What to work on -
Find the line containing "position:relative; width:1225px; height:1057px;" in the listing below. Repeat it exactly, along with each following line up to and including the one containing "inset:0; background:#d5dcd2; transform-origin:0".

Records shown -
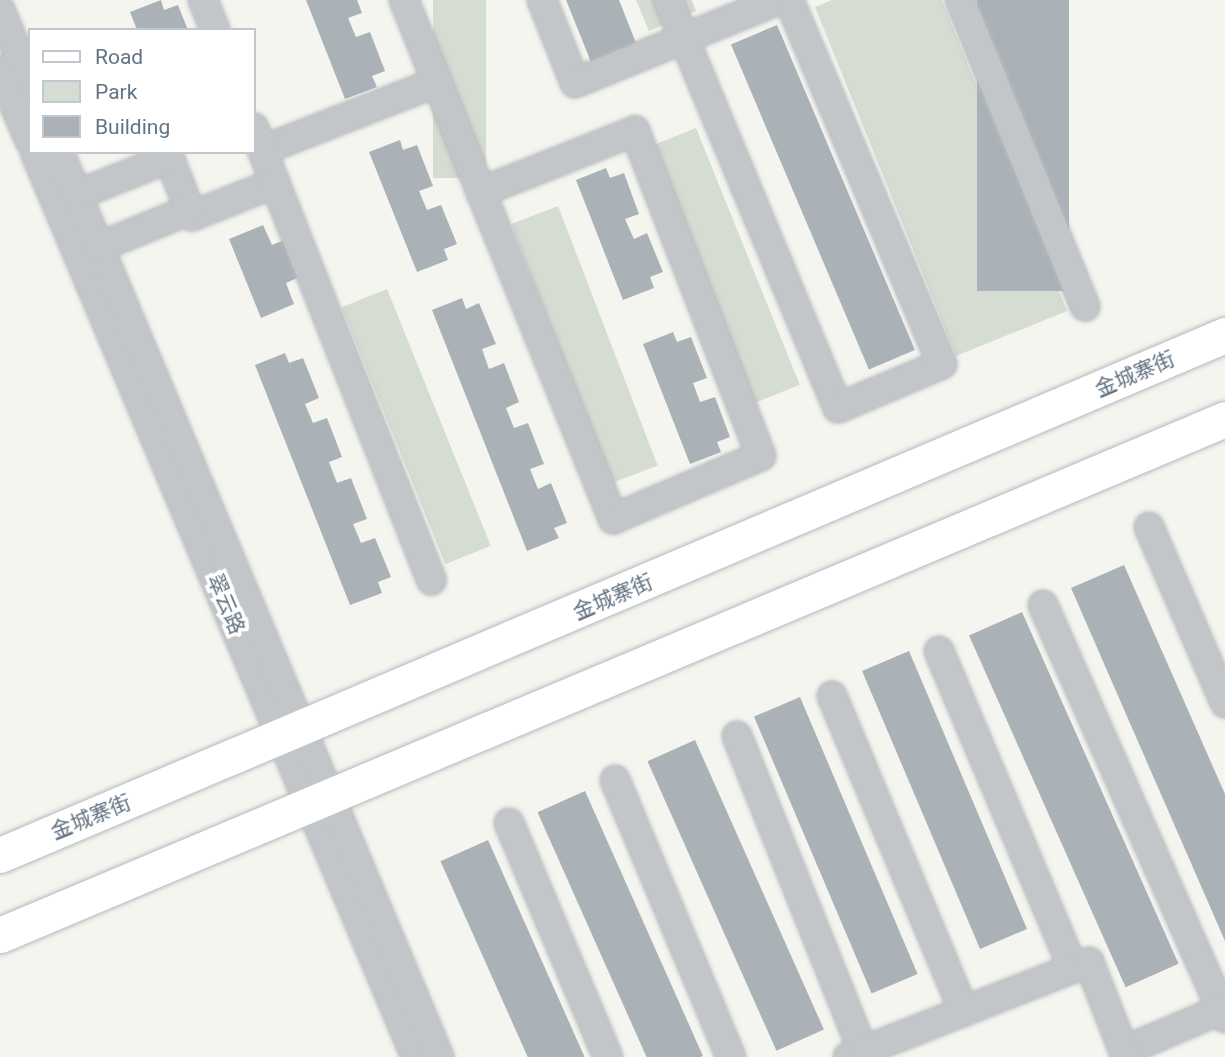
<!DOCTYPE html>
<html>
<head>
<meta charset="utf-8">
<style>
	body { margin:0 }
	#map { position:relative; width:1225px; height:1057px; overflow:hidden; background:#f5f5f0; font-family:Roboto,"Noto Sans SC",sans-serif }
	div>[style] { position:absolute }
	.green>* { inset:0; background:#d5dcd2; transform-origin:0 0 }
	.building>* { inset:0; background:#aab2b7; transform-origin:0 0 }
	.roads { filter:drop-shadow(0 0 2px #b5b9bd) drop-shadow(0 0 2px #b5b9bd) }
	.minor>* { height:28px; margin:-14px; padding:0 14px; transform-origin:14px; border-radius:14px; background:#c2c6c9 }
	.major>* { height:35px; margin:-17.5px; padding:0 17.5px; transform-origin:17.5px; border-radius:17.5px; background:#fff }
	span { translate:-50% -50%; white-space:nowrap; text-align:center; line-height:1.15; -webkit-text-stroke:7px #fff; paint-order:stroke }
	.street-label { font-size:21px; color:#637483 }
	.legend { position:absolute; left:28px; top:28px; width:228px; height:126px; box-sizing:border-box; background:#fff; border:2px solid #c1c7cd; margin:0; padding:9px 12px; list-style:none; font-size:21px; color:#637483 }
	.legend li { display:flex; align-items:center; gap:14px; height:35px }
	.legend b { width:35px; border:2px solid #c1c7cd }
</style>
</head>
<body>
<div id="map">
	<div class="green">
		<i style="left:433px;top:0;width:53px;height:178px"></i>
		<i style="clip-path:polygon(636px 0,692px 0,696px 11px,649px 31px)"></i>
		<i style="clip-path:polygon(832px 0,942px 0,1067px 311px,956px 356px,815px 7px)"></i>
		<i style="left:696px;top:128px;width:277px;height:49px;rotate:68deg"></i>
		<i style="left:558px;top:206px;width:278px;height:50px;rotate:69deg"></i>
		<i style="left:387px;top:289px;width:277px;height:49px;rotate:68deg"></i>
	</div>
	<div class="building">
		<i style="clip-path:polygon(161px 0,164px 10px,178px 5px,188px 30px,137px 30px,130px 12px)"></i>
		<i style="clip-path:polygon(306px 0,357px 0,362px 13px,348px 18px,356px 37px,370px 32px,385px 71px,372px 76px,377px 87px,345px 99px)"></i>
		<i style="clip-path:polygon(566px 0,619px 0,638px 48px,593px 67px)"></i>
		<i style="left:977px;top:0;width:92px;height:291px"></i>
		<i style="left:777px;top:25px;width:353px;height:50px;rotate:67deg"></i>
		<i style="clip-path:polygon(400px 140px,403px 150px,417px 145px,433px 186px,419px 191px,427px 210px,441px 205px,457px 244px,444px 249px,448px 260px,417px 272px,369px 152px)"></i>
		<i style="clip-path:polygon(606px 168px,610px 178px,624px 173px,639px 214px,625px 219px,634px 239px,647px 233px,663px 272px,650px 277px,654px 288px,623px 300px,576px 180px)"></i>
		<i style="clip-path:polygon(263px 225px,272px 245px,289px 238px,304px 275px,286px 283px,294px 304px,261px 318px,229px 239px)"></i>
		<i style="clip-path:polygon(462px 298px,466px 309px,479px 303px,496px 344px,482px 349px,489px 369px,504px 363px,519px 402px,506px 408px,514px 428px,528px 423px,544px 464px,530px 469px,538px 489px,551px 483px,567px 523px,554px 528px,559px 538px,527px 551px,432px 310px)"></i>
		<i style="clip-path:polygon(673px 332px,677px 342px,691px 337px,707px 378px,693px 383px,700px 402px,715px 397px,730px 437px,717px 442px,721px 452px,690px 464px,643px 344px)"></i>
		<i style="clip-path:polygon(285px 353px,289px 363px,303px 358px,319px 398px,305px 404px,313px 423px,327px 418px,342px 457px,329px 462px,337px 483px,351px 478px,367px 519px,353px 524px,361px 543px,375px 538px,391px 577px,378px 582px,382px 593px,350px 605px,255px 365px)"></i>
		<i style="clip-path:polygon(1124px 565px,1225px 794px,1225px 941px,1071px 588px)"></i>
		<i style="left:1022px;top:612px;width:385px;height:58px;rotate:66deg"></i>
		<i style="left:909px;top:651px;width:302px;height:51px;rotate:67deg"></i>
		<i style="left:800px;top:697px;width:301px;height:50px;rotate:67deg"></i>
		<i style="left:695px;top:740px;width:317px;height:52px;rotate:66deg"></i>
		<i style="left:585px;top:791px;width:290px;height:52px;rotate:66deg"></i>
		<i style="left:488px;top:840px;width:237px;height:52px;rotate:66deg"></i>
	</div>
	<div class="roads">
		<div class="minor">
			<i style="left:203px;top:0;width:32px;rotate:68deg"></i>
			<i style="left:542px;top:0;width:89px;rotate:68.3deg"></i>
			<i style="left:575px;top:83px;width:219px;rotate:-22.2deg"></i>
			<i style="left:668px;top:0;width:442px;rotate:67.4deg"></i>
			<i style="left:838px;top:408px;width:113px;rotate:-22.9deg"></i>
			<i style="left:942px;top:364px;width:395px;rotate:-112.8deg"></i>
			<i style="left:960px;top:0;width:331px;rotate:67.8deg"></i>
			<i style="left:0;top:10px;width:78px;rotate:67.4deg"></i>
			<i style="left:0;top:71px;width:76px;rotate:66.8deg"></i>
			<i style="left:437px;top:82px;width:118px;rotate:68.2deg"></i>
			<i style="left:481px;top:192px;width:353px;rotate:68deg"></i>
			<i style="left:613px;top:519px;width:161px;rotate:-23.1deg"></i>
			<i style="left:761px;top:456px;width:349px;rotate:-111.2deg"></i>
			<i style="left:635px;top:131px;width:166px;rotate:158.4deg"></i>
			<i style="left:263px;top:150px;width:187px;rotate:-21.3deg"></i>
			<i style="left:437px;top:82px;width:88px;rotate:-111.9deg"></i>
			<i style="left:35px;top:152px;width:982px;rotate:67.17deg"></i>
			<i style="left:59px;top:152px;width:982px;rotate:67.22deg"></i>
			<i style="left:167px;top:152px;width:69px;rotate:68.7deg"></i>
			<i style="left:192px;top:216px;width:89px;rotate:-21.7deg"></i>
			<i style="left:275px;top:183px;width:59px;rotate:-110.9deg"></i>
			<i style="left:275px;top:183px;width:427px;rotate:68.5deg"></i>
			<i style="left:77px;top:195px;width:99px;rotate:-21.9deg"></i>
			<i style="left:99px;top:247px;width:97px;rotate:-22.3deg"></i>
			<i style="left:1149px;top:527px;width:192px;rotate:66.6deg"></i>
			<i style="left:1043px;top:605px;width:451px;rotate:66.2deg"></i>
			<i style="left:939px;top:651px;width:344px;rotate:67.1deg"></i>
			<i style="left:832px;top:696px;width:342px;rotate:67.3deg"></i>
			<i style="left:737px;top:736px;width:339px;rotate:68.2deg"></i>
			<i style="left:863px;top:1051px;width:16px;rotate:158deg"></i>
			<i style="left:615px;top:780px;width:300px;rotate:67.3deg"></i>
			<i style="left:509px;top:823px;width:254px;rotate:67.1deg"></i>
			<i style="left:1124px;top:1051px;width:110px;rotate:-23.1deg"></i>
			<i style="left:866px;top:1057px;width:7px;rotate:-117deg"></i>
			<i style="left:863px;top:1051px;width:243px;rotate:-21.5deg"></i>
			<i style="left:1089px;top:962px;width:102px;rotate:68.7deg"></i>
		</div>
		<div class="major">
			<i style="left:0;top:855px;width:1331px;rotate:-23deg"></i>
			<i style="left:0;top:935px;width:1329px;rotate:-22.84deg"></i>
		</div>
	</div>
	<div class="street-label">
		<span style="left:1135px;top:374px;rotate:-23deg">金城寨街</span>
		<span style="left:613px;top:597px;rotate:-23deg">金城寨街</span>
		<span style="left:226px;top:604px;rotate:67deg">翠云路</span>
		<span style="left:91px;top:817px;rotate:-22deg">金城寨街</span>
	</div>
	<ul class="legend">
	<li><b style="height:9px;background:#fff"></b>Road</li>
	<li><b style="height:19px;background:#d5dcd2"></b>Park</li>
	<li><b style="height:19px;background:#aab2b7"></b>Building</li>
	</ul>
</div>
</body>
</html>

Response to this exercise -
	#map { position:relative; width:1225px; height:1057px; overflow:hidden; background:#f5f5f0; font-family:Roboto,"Noto Sans SC",sans-serif }
	div>[style] { position:absolute }
	.green>* { inset:0; background:#d5dcd2; transform-origin:0 0 }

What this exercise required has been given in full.